▶ [PROBLEM TO WORK ON] Whichever lines of the entries hold the word "serif" should be identified and copied.

[Stored data]

++++

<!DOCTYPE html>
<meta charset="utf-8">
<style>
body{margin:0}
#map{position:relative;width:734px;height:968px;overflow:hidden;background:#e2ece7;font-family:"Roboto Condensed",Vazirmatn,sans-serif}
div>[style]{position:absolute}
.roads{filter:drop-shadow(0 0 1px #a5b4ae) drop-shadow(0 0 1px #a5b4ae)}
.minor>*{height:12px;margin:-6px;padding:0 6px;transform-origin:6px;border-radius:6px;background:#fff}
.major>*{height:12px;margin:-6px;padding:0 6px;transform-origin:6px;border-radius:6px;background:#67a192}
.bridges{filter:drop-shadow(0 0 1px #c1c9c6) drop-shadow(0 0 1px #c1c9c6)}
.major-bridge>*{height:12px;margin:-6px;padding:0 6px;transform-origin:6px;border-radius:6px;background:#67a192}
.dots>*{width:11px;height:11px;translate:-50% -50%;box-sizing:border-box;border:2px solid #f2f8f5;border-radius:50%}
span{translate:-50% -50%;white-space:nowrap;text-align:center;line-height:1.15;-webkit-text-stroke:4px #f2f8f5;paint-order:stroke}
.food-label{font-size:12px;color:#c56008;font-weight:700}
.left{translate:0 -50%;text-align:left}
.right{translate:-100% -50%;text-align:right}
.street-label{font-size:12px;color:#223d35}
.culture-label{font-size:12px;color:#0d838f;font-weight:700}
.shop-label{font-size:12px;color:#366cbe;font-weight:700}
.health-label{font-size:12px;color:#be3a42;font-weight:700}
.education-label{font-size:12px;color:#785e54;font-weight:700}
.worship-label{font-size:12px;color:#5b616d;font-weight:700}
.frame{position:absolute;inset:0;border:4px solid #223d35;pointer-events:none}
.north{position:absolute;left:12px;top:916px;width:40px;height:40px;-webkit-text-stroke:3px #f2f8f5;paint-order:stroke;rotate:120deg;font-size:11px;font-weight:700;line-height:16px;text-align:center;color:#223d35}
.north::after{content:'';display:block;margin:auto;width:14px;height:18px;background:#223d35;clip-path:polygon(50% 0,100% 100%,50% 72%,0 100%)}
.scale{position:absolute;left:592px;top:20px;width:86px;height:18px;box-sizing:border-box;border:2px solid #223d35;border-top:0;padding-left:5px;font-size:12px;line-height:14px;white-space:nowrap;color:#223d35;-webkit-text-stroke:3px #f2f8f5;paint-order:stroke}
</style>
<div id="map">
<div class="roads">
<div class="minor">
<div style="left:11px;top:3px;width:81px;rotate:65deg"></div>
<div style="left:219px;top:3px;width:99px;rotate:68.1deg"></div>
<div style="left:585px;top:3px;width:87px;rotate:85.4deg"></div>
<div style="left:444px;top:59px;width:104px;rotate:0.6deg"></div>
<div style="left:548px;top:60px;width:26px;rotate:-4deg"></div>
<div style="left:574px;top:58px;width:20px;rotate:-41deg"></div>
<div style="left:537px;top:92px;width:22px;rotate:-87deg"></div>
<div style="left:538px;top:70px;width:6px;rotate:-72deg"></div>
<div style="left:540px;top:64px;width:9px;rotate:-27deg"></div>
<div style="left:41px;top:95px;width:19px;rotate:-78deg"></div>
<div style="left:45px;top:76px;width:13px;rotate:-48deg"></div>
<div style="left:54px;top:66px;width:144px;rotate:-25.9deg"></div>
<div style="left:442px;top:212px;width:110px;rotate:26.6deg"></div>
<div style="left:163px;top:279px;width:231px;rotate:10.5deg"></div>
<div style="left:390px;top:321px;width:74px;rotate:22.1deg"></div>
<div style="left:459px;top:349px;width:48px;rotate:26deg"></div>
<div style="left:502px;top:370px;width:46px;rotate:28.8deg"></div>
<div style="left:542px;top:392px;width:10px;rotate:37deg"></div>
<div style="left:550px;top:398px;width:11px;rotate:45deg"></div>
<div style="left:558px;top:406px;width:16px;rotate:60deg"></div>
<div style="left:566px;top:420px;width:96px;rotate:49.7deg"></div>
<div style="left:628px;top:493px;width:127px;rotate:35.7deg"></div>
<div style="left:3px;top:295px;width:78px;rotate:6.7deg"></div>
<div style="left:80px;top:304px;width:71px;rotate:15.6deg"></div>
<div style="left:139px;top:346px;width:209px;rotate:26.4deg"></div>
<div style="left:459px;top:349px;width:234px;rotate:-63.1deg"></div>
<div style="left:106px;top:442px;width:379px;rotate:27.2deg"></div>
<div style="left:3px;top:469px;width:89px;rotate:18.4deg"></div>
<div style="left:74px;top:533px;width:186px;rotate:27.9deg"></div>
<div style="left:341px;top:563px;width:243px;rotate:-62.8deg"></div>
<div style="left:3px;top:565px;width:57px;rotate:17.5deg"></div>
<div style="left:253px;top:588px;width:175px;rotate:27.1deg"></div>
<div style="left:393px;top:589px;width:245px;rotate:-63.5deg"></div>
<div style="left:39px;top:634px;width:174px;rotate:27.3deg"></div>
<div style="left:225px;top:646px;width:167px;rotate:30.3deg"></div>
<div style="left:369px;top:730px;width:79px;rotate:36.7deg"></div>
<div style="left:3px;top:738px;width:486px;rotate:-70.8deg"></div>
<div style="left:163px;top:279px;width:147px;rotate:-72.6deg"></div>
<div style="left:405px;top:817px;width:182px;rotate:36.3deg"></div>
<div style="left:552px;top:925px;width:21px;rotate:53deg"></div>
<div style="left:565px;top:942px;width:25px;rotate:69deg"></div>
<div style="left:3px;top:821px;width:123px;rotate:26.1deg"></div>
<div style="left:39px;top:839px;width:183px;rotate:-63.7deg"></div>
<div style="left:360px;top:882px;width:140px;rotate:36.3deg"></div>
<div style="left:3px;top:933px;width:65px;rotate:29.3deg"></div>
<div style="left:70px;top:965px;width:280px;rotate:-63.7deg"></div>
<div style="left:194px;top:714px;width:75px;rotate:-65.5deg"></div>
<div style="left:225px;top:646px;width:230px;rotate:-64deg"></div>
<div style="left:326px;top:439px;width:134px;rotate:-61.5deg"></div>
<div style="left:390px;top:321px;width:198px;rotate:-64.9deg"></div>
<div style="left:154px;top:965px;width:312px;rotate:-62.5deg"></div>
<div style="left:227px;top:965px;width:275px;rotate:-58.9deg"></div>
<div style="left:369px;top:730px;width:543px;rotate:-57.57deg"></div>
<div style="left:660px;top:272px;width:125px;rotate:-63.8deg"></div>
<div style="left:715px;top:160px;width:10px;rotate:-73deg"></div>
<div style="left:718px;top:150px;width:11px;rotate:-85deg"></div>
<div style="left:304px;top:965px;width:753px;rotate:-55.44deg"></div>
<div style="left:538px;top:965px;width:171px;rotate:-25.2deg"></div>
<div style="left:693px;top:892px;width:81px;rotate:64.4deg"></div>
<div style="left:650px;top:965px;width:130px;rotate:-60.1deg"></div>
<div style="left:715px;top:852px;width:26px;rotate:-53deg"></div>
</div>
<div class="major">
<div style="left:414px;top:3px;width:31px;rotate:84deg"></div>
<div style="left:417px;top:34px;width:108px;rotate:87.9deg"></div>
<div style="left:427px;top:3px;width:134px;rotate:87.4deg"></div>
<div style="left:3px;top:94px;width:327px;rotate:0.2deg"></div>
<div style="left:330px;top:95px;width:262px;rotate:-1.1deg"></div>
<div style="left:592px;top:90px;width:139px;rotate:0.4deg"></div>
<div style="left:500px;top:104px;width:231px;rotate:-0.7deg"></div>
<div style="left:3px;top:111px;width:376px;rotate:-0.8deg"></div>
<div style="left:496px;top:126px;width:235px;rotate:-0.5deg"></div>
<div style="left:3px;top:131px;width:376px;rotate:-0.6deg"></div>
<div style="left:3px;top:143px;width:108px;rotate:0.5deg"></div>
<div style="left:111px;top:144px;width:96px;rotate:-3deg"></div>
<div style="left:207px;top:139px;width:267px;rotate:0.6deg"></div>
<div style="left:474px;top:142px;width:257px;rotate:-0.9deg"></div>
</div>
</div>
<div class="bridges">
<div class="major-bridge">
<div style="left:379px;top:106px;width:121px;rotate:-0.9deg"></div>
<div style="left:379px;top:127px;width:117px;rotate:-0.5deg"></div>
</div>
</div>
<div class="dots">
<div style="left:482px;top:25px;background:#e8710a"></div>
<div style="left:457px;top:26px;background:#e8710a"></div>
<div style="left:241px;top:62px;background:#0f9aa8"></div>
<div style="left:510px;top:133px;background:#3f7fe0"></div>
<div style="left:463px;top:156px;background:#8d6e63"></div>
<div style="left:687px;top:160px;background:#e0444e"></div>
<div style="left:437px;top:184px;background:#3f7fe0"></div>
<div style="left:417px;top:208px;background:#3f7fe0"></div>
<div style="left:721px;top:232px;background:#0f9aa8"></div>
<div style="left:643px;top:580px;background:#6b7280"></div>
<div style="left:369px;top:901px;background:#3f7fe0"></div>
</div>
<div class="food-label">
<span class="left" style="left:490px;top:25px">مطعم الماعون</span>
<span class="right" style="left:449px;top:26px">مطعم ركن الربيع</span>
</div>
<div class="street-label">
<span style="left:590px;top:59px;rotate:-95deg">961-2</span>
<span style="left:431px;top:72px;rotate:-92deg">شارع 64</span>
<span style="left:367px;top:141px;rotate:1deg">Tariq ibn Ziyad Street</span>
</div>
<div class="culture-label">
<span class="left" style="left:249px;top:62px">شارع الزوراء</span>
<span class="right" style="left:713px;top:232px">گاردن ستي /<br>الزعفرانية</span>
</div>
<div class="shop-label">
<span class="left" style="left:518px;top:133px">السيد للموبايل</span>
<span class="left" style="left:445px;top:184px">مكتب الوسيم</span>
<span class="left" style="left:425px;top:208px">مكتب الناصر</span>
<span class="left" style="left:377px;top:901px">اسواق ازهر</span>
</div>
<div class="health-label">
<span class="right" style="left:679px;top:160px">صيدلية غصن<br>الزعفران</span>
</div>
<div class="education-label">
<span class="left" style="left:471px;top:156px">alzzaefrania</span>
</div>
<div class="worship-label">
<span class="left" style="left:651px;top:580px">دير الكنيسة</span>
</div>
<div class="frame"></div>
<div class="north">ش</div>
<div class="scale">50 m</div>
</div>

++++

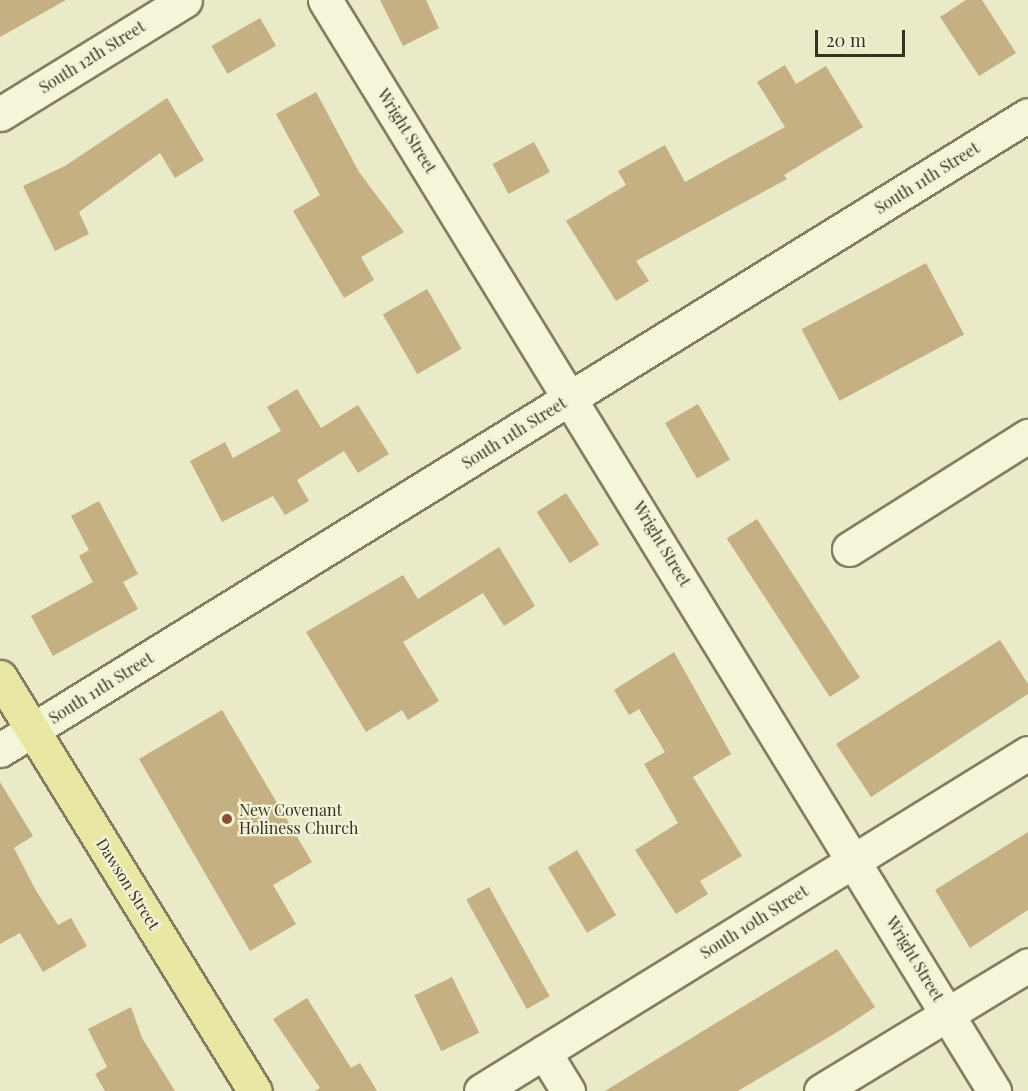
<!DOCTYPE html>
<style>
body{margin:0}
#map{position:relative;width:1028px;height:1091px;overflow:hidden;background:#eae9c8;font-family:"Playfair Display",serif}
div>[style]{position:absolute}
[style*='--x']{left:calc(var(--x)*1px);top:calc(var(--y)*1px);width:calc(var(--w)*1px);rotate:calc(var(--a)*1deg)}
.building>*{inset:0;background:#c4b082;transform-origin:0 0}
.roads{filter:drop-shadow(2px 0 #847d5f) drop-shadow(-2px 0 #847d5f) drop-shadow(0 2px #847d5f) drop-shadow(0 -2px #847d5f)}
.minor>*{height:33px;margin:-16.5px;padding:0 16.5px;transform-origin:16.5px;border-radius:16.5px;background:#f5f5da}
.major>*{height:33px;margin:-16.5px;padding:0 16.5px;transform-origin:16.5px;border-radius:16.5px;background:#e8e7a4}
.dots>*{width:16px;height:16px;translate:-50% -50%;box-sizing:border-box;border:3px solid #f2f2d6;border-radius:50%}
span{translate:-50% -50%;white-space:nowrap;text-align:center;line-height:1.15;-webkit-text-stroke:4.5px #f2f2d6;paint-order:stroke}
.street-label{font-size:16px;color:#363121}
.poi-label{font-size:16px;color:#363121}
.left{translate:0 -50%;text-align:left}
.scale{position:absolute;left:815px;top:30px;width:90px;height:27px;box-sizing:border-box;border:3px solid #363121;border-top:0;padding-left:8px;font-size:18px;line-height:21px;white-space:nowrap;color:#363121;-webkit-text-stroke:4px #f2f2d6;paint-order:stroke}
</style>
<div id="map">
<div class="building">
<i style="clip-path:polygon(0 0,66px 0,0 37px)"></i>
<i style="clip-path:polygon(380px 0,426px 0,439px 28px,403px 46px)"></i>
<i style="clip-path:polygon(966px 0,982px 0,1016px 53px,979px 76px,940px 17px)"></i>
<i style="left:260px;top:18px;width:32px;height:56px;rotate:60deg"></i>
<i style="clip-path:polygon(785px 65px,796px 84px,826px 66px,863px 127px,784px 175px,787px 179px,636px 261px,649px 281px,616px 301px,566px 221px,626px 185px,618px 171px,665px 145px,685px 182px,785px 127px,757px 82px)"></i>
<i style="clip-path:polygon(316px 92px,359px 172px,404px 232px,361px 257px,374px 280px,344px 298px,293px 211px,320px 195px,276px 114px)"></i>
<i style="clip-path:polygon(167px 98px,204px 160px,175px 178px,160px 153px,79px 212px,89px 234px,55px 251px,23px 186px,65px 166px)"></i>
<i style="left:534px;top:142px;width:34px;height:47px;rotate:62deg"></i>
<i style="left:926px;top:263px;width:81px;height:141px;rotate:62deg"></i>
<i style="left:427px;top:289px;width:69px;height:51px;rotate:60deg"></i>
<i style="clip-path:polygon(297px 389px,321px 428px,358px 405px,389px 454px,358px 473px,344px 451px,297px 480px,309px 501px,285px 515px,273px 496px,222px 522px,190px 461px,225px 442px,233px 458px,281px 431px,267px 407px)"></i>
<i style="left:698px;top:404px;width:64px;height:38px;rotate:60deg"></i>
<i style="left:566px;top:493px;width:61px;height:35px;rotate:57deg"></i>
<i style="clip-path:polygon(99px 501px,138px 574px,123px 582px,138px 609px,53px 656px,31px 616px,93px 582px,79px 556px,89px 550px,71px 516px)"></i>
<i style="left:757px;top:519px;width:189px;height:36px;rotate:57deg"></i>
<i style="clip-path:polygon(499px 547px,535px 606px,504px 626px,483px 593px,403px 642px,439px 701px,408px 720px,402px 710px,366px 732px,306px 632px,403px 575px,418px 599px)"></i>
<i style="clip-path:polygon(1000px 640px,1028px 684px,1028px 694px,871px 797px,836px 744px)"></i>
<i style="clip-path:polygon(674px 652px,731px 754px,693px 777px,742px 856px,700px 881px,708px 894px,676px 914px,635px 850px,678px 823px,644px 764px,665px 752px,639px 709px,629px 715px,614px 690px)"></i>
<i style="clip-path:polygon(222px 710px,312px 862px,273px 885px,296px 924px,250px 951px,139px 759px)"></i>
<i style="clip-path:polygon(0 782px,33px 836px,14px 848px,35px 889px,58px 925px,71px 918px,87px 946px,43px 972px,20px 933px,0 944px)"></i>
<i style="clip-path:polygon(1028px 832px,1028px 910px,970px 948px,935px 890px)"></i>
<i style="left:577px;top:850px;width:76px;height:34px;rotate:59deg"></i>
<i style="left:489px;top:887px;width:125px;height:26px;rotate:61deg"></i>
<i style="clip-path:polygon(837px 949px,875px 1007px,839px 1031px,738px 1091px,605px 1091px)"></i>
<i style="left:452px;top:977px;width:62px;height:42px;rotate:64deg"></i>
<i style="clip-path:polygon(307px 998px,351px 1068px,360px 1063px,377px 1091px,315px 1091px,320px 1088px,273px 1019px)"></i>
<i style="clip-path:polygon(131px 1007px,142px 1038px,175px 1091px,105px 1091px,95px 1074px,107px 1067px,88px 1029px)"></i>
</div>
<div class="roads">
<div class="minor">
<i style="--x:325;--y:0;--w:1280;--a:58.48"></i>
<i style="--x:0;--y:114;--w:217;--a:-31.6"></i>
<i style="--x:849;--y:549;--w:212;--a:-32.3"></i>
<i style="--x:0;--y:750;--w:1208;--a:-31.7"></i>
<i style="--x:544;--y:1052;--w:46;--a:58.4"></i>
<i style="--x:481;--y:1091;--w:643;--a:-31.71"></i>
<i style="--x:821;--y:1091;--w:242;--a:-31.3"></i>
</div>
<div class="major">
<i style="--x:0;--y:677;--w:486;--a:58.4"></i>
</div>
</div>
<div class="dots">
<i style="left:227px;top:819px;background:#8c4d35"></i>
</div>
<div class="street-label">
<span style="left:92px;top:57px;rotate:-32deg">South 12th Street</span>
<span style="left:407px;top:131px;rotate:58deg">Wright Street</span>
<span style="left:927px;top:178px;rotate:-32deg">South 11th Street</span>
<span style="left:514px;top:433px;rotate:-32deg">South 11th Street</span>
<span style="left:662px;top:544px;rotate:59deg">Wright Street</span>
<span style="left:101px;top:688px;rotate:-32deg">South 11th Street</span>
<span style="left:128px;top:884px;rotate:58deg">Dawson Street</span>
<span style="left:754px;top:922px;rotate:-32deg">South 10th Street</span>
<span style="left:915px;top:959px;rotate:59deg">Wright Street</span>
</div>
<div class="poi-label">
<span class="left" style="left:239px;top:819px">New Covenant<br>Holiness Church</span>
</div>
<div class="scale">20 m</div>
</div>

++++

▶ [YOUR RESPONSE]
#map{position:relative;width:734px;height:968px;overflow:hidden;background:#e2ece7;font-family:"Roboto Condensed",Vazirmatn,sans-serif}
#map{position:relative;width:1028px;height:1091px;overflow:hidden;background:#eae9c8;font-family:"Playfair Display",serif}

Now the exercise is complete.